The Council for the Regulation of Engineering in Nigeria (COREN) and Zeetin Engineering Limited are to collaborate in the training and retraining of Nigerian Engineers and Technologists on innovative technology.
The President of COREN Engr. Ali Rabiu who disclosed this when he visited the Zeetin Engineering factory in Idu Abuja stated that facilities at the yard could only be likened to what is available in developed countries.
According to him, “when we travel out, people take us on excursion to some factories and they are really not better than this. I would like to commend the promoter of this venture, what we travel out to find, we now have it right here in Abuja. We have issues with training engineers and technologists, but I want to believe that this place will be a good training ground for upcoming engineers and technologists.
“You are not an engineer, but you have taken me round and spoken well. Congratulations on the good work you are doing and I pray that God continues to guide you for being of great assistance to promoting technological development in Nigeria” he added.
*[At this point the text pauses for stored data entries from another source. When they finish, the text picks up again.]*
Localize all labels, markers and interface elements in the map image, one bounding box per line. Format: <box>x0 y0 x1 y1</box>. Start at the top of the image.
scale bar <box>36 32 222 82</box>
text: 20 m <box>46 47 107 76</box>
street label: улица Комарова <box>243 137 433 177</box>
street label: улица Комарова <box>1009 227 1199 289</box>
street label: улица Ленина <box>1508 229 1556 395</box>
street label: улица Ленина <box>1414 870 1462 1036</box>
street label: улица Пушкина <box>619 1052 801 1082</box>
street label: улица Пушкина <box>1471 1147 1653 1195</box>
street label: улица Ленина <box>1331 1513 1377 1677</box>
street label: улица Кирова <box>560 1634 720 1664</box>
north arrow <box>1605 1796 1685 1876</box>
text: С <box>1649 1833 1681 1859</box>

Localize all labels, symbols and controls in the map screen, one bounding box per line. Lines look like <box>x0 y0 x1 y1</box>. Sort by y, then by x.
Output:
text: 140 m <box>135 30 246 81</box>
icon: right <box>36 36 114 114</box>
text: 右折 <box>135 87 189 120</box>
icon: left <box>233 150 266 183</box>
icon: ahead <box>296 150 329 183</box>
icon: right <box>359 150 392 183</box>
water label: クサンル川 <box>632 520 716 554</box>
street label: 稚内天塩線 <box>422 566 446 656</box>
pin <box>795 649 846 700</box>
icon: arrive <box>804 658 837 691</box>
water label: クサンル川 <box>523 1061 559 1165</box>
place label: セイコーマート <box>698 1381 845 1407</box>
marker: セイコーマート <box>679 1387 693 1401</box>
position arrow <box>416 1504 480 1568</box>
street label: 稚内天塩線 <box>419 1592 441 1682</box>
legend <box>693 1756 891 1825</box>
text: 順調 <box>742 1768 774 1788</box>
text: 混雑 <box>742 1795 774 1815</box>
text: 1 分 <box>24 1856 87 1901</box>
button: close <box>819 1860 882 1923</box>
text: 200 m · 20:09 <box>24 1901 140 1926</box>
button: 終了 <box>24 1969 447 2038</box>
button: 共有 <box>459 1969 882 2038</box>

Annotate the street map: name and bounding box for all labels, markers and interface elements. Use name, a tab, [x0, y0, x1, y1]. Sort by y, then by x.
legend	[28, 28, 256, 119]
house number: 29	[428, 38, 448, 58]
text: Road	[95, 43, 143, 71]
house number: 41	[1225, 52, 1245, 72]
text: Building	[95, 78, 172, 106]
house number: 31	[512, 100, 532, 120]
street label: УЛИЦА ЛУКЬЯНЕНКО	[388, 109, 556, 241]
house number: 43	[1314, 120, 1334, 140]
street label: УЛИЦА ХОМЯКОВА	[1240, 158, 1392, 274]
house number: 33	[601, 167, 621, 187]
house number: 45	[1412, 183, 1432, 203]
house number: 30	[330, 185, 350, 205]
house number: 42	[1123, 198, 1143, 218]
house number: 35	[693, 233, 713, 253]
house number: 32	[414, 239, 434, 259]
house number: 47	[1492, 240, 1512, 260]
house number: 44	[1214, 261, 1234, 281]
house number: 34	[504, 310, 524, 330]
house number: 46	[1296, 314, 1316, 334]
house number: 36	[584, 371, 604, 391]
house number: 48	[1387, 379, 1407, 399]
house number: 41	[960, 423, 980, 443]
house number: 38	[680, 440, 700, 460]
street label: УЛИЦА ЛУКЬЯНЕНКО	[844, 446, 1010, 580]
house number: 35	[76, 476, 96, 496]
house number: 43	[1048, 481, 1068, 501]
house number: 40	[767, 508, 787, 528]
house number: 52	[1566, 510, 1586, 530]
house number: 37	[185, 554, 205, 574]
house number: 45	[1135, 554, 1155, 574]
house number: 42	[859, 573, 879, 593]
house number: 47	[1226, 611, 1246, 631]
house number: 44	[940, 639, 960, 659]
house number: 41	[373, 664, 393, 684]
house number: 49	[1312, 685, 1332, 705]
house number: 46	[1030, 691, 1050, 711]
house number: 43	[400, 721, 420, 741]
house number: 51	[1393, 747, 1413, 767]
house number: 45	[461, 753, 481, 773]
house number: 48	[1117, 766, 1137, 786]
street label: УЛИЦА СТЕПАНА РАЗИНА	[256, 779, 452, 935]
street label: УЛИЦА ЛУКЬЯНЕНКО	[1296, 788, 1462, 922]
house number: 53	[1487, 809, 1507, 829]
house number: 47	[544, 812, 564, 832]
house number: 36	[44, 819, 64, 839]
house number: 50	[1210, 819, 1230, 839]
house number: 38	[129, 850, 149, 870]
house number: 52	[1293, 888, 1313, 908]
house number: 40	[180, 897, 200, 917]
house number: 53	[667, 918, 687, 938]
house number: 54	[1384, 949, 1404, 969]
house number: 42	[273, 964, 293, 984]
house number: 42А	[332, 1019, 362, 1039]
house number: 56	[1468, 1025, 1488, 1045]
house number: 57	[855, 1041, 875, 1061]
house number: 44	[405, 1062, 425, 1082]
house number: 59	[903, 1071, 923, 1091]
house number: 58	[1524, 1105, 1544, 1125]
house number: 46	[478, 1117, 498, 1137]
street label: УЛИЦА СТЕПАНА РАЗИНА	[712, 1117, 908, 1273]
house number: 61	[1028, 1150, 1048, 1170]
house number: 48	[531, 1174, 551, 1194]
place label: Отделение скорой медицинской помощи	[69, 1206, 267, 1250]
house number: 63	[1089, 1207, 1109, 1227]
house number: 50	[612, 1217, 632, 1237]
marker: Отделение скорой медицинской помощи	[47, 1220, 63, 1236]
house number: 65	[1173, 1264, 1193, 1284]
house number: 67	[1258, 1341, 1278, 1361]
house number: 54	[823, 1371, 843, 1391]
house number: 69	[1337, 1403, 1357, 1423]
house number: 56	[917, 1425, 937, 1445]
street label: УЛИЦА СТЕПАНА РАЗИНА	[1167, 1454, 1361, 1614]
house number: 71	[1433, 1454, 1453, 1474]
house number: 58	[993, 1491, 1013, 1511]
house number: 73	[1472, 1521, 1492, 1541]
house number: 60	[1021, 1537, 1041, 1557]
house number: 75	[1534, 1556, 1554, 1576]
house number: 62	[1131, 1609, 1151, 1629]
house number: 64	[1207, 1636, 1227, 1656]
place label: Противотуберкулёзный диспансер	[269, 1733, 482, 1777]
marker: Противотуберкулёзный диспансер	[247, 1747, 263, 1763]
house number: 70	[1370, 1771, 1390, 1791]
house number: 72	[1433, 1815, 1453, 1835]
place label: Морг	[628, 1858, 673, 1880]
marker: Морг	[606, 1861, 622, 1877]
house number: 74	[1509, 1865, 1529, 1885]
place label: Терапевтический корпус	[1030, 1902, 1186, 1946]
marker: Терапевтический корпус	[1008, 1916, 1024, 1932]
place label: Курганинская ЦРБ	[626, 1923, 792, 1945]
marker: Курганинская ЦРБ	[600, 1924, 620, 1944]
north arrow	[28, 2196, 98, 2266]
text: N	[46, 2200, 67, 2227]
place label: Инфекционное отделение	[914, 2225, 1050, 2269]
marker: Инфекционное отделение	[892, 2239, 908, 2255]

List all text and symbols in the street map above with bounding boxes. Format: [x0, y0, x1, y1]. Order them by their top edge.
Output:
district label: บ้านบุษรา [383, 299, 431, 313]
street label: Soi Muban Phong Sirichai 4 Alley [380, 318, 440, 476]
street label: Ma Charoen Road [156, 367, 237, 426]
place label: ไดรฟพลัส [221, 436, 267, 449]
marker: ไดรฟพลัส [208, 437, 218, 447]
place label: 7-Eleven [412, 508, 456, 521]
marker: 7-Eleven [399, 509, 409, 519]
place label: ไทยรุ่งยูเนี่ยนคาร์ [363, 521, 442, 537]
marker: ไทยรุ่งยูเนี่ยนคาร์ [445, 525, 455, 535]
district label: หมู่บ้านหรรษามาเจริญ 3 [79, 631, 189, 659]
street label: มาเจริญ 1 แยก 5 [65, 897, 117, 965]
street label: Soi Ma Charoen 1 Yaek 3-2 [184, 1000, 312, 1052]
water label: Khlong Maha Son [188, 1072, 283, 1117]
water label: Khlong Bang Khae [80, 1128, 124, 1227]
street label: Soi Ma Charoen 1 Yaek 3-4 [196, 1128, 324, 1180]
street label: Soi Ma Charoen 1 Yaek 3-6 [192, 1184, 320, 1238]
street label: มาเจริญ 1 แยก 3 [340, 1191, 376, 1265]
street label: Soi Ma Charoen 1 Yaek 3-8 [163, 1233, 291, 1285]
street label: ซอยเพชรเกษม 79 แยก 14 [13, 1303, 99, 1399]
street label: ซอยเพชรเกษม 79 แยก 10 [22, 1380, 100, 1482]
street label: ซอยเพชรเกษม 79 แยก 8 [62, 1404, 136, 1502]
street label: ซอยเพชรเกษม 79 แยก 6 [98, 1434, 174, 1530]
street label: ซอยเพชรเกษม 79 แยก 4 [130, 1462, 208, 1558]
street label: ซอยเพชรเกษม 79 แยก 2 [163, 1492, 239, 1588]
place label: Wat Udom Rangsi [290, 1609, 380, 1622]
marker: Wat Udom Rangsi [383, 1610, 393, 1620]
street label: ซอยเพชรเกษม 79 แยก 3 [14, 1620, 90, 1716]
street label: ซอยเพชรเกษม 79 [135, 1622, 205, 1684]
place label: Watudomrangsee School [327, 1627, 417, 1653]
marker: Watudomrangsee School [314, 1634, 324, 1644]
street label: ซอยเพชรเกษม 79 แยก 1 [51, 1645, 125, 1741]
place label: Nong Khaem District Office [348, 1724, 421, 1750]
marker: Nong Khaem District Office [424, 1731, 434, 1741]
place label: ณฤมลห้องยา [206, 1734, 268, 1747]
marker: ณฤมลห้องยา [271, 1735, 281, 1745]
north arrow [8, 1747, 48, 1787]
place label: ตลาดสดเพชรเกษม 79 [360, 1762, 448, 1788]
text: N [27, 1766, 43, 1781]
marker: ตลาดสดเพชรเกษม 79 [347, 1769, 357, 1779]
Also speaking Zeetin Engineering CEO, Azibaola Robert, while conducting Rabiu and his entourage round the factory said that “We have spent around N3.5 billion and we are still spending. We are only about 70 percent complete, we still have about N2.5 billion as estimated investment needed to complete the project.
Reacting to the challenges of funding the project Robert noted “to be fair to the ministry of Science and Technology, we have not approached them. But the Bank of Industry (BOI) and NEXIM Bank have been supportive though we have not gotten any facility from them. Both parties have been here and they have given us assurances that they are going to sponsor the completion of this project.
On the goal behind the project Robert said “my long term goal is to die a happy man. My short term goal is to develop technology in Nigeria. I am so pained that in our country, we have to look outside to solve the problems of our teaming population. Any little metal you get is imported from abroad.
“Developing these basic metals is not rocket science and even when you talk about rocket science, we can get it done in Nigeria. So, what I am doing here is simply working to start a process that may catalyse others while I am still alive and energetic. When we talk technology or tech companies, most of them are basically importing computer technology (parts) and assembling them in Nigeria.
“We should be able to manufacture things fully in Nigeria. For instance, this machine is made up sheets of metals, if I am to import it and assemble in Nigeria; I will need more than one container. But if I bring those sheets and cut them into this machine, I can bring ten metals worth to cut into a machine. So with one container, I can bring ten machines to cut metals and manufacture…so, what’s the big deal? X-Y axis is the same abroad and Nigeria, 10 millimeters abroad is 10 millimeters in Nigeria. When you talk about writing computer programs for machinery, we have tones of Nigerians in the US and Europe working with big firms. They are willing to work with us and I am in contact with a few of them.
Robert who said power has remained the major challenges being faced by entrepreneurs in the country however noted “Power has been the greatest challenge for Nigeria.
“But you see the real challenge is that, you have to start something, create certain kind of industries, we will not surmount the challenge of power. You also have to think that if only Nigeria had invested in the right technology, we won’t be grappling with this old challenge. Then again, we shouldn’t rely on government for everything.
“So, if I have the capacity to build tank farms, I have capacity to build wind turbines, I can basically tell government, ‘look I am building wind turbines, can give you this area to install the turbines. Why should government do everything? Why should government build power stations? Excerpt for nuclear power plant, the building of lower power installations should be the work of LGs, power companies.
“So, until we catalyse the technological sector, we continue to discuss these problems. Coming back to your question, yes, power is a big challenge, but I see general problems as something you should find a way to resolve it. AEDC is doing the much they can for us, plus we have generators and we will do solar. But at the end of the day, if power becomes so critical, we will start building turbines by ourselves” he added.
Robert expressed the optimism that when the factory becomes fully operational that allied industries will spring up to galvanize the economy noting that “So, if you look at a car, it has about 3000 parts. No car manufacturer manufactures all of these parts.
“If I am here building cars and I am unable to manufacture the glass, maybe if an investor thinks he can break even by making glass for my cars, he will move here or set up not too far away. If I am not interested in making bolts and nuts, somebody could take notice that Zeetin Engineering consumes so much bolt and nuts and he builds a factory to produce it.
“He can even come here to ask that we make a machine to produce bolts and nuts. We do it for him and he goes into the business. Why should we import bolts and nuts? I am looking at Aba, thinking, I can ask them to make good leather seats for my cars? Can we open a competition for people in Aba to make quality upholstery for our cars? The fact is, if we don’t give local manufacturers a chance they will not improve. You talk about experience, but experience is based on being given the opportunity to start. We have a huge leather industry in Kano, why can’t we harness it to make good upholstery for local use and exportation” he added.